Человеческий род восстает против убийц, возмущается пролитием крови и, тем не менее, усердно, без угрызения совести, питается телами животных, видоизмененных кулинарным искусством. Какое умственное ослепление овладело человеческой расой: она не сознает, что каждое пиршество крови прямое поощрение и потворство тому преступлению, которое возмущает ее мнимую деликатность чувств! Я говорю «мнимая деликатность», потому что здесь притворство вполне очевидно. Поэтому, когда подобные люди рассуждают о чувствительности, гуманности и пр., то это просто бессмысленно. Между тем, каждый из нас встречает среди своих знакомых почтенных лиц, приятных в других отношениях, которые являются защитниками так называемых прав человечества и в то же время настолько слабы и исполнены предрассудков, что довольствуются вышеприведенными доводами для оправдания обычая мясоедения! Воспитание, привычка, предрассудок, мода и выгода ослепили глаза людей и ожесточили их сердца.

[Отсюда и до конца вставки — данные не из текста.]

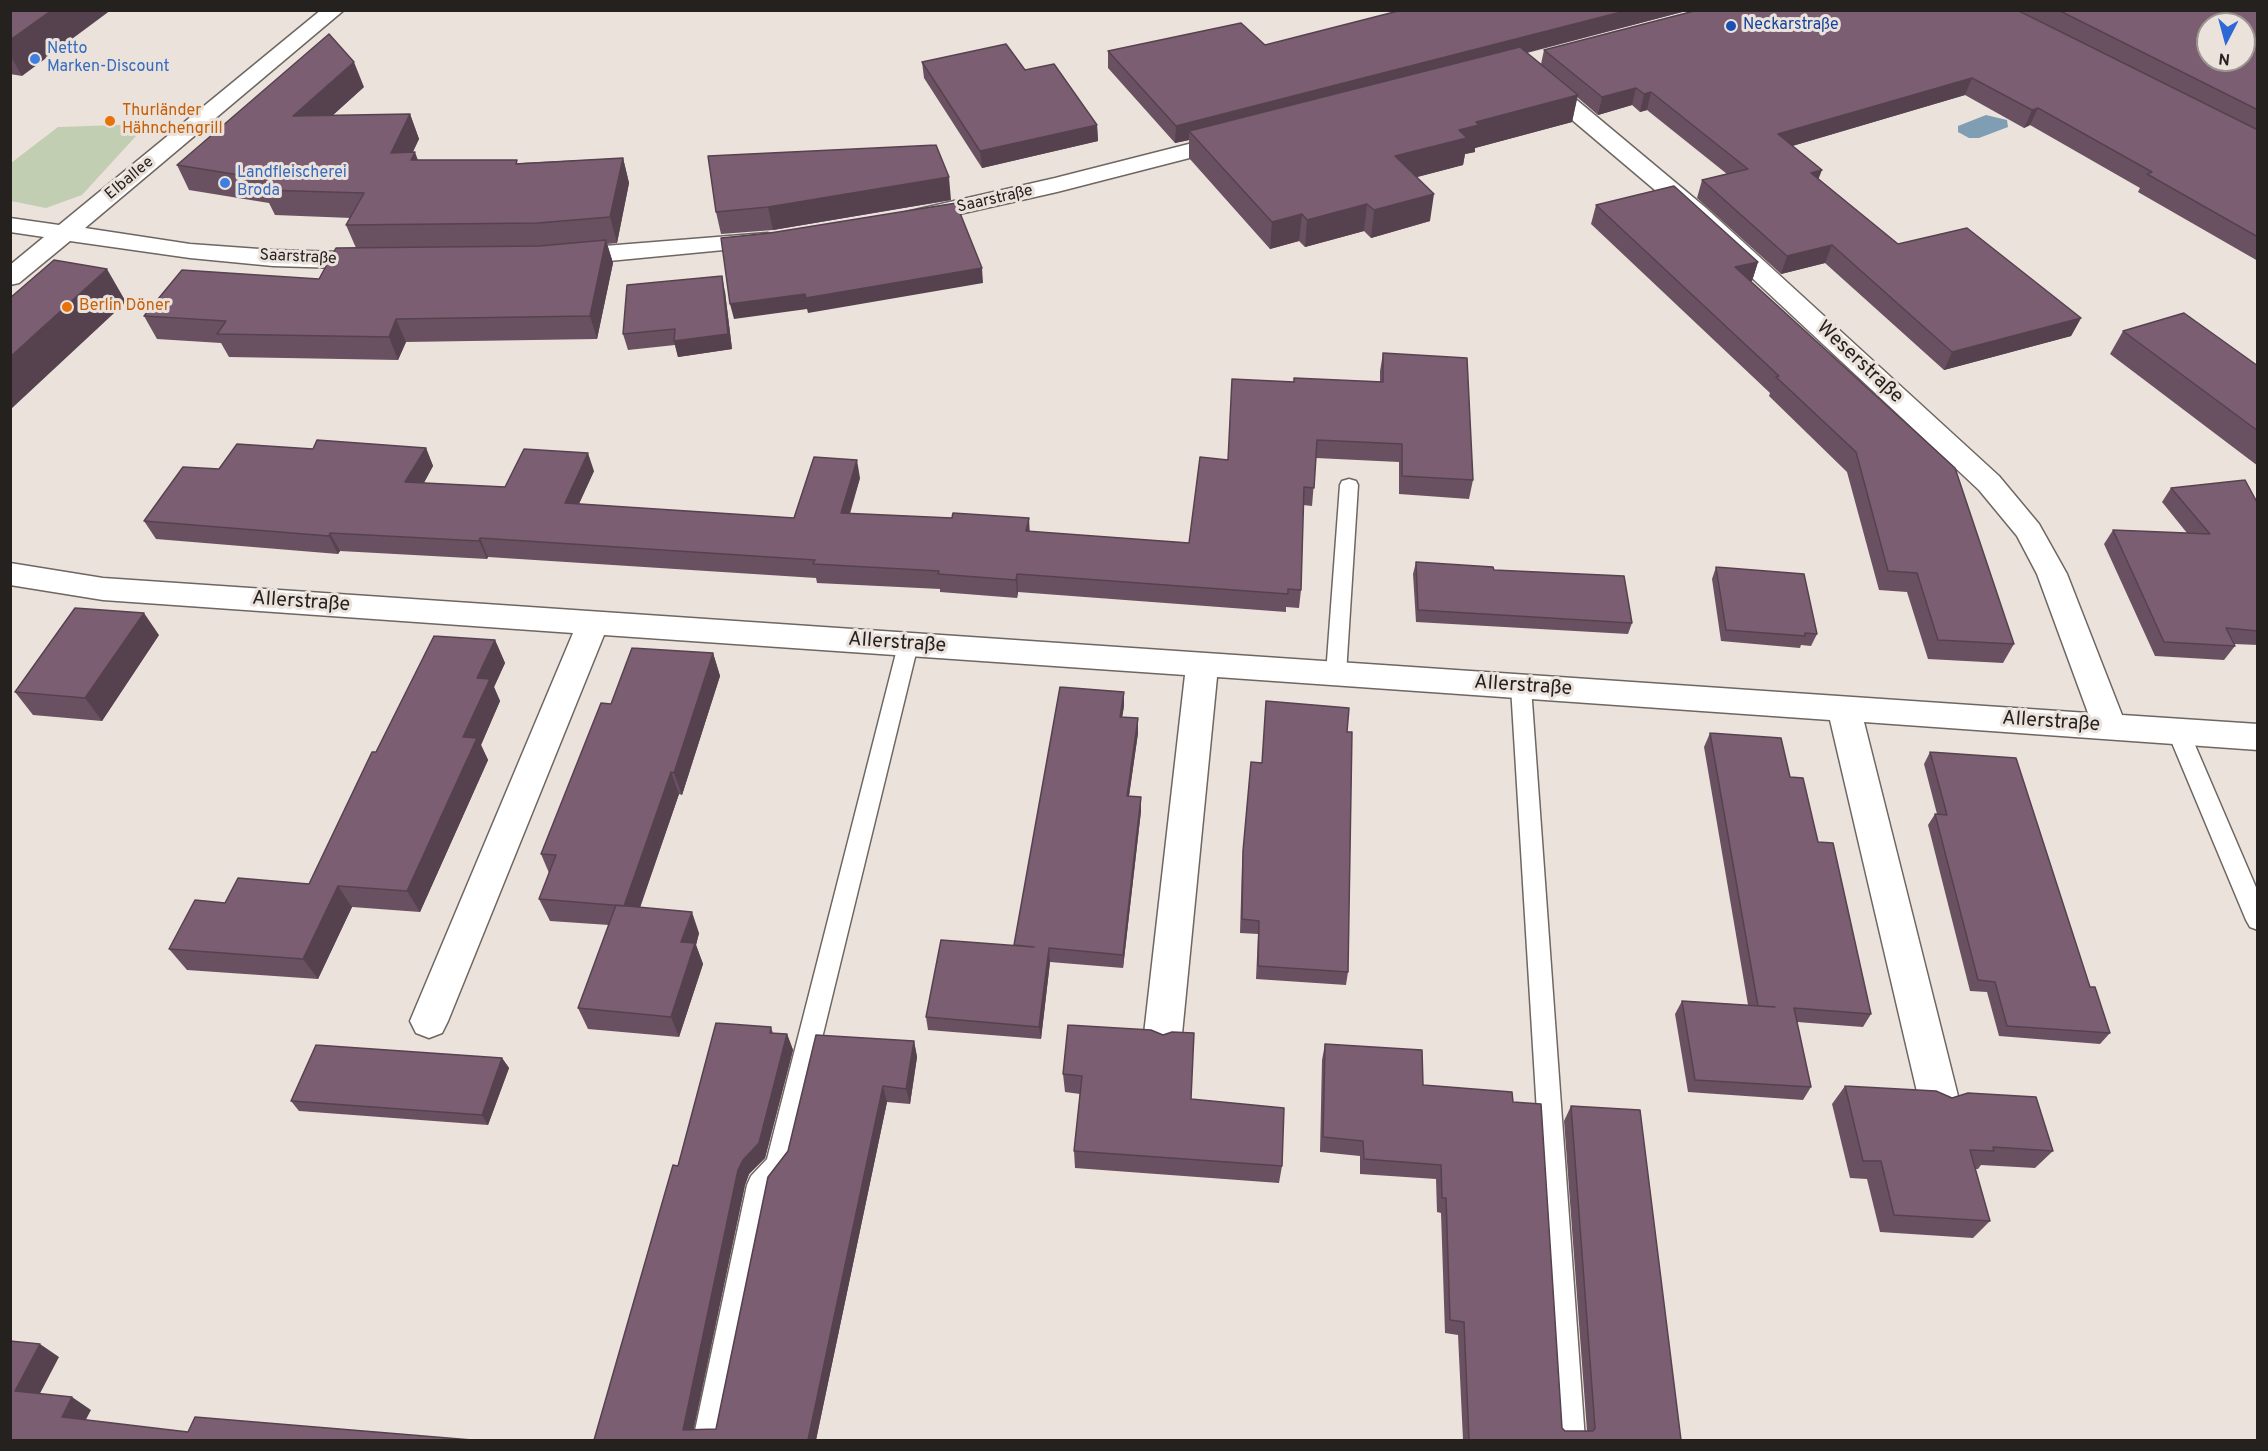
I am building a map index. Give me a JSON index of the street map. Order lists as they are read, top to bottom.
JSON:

Противники сострадания к животным настойчиво доказывают, что, «если мы будем питаться растительной пищей, то что станем мы делать с нашим скотом? Какая участь ожидает домашних животных? Если мы не станем убивать и съедать их, то они размножатся во вред нам в такой степени, что съедят нас самих». Однако на свете есть много животных, которых люди не убивают и не едят, но мы не слыхали, чтобы они приносили вред человеческому роду, и для них оказывается на земле место. Исключая некоторых народов, — обыкновенно лошадей не убивают и не употребляют в пищу; но не слышно, чтобы в какой-либо стране был чрезмерный избыток их. Вороны и реполовы никогда не бывают особенно многочисленны, хотя их убивают в редких случаях. Если бы потребовалось уменьшение количества коров, овец и других животных, то человеческий род сразу бы нашел средства сократить их численность. Скот в настоящее время составляет предмет торговли, и поэтому люди употребляют все старания, чтобы способствовать их размножению».

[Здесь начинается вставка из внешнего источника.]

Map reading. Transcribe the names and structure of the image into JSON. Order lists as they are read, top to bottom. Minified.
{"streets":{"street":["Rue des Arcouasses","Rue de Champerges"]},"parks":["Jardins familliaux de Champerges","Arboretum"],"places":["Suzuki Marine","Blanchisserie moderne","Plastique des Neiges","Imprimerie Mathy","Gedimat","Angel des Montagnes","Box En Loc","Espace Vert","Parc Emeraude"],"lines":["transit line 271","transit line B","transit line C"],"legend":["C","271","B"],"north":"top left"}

В другом отделе своей книги Никольсон доказывает несостоятельность обычных доводов потребителей мяса и нелогичность многих людей, которые восстают против разных проявлений жестокости и при этом оправдывают величайшую из всех жестокостей обязательную жестокость мясников:
«Несостоятельность поступков и мнений человеческого рода, вообще, достаточно ясны и очевидны: но когда талантливые писатели впадают в те же явные заблуждения, то мы вправе сожалеть об этом и выразить наше крайнее удивление. В связи с красноречивыми замечаниями Соэма Дженинса относительно обращения человека с животными, о нем будет сказано ниже, мы встречаем следующие суждения:
«Богу угодно было создать бесчисленных животных, назначенных для нашего пропитания; достаточным же доказательством того, что они были созданы для этой цели, служит то, что вкус мяса нравится нам, и что оно доставляет здоровую пищу нашим желудкам. Ввиду того, что животные сотворены для нашей пользы, плодятся с помощью нашей культуры, вскармливаются нашими попечениями, мы, конечно, имеем право лишать их жизни, тем более, что жизнь дана им и сохраняется при этом условии…»

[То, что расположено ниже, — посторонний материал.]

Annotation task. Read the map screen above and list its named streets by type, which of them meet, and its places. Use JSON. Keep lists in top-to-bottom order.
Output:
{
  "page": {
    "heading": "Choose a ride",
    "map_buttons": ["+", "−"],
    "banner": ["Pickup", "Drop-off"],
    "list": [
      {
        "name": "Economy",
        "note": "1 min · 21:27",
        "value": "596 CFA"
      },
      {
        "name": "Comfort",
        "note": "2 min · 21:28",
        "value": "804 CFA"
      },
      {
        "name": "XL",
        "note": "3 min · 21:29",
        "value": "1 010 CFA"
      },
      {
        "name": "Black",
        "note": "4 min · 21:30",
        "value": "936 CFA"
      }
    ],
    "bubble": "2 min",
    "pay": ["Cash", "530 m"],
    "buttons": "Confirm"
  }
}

Мы уже доказывали, что мясо животных не предназначено для питания человека; к тому же, мнения в пользу целебности мяса животных достаточно опровергнуты убедительными доводами медицинских и других писателей. Приятный вкус не всегда служит доказательством питательных или целебных свойств пищи. Истина эта постоянно подтверждается ошибками, которые случаются особенно часто с детьми. Бывали примеры, что они, привлеченные красивым цветом и видом плода ядовитого паслена, съедали его, так как он и вкусом походит на черную смородину».
Утверждают, что мы имеем право лишать жизни всякое существо, если оно было вскормлено нами и пользовалось нашей помощью; но это заявление противоречит всем установленным правилам справедливости и нравственности. Никакое «условие» не может быть заключено без взаимного согласия обеих сторон; и, следовательно, то, что этот писатель называет «условием», не что иное, как несправедливость, произвол и связанное с обманом насилие. Влияние привычки или обычая чрезмерно и поразительно, говорит м-р Лауренс; и таково свойство предрассудка, что оно действует губительно и развращающим образом, — так что люди, которые, быть может, вовсе не склонны по природе к варварским поступкам, относятся безучастно к самым вопиющим фактам, какие постоянно происходят на их глазах…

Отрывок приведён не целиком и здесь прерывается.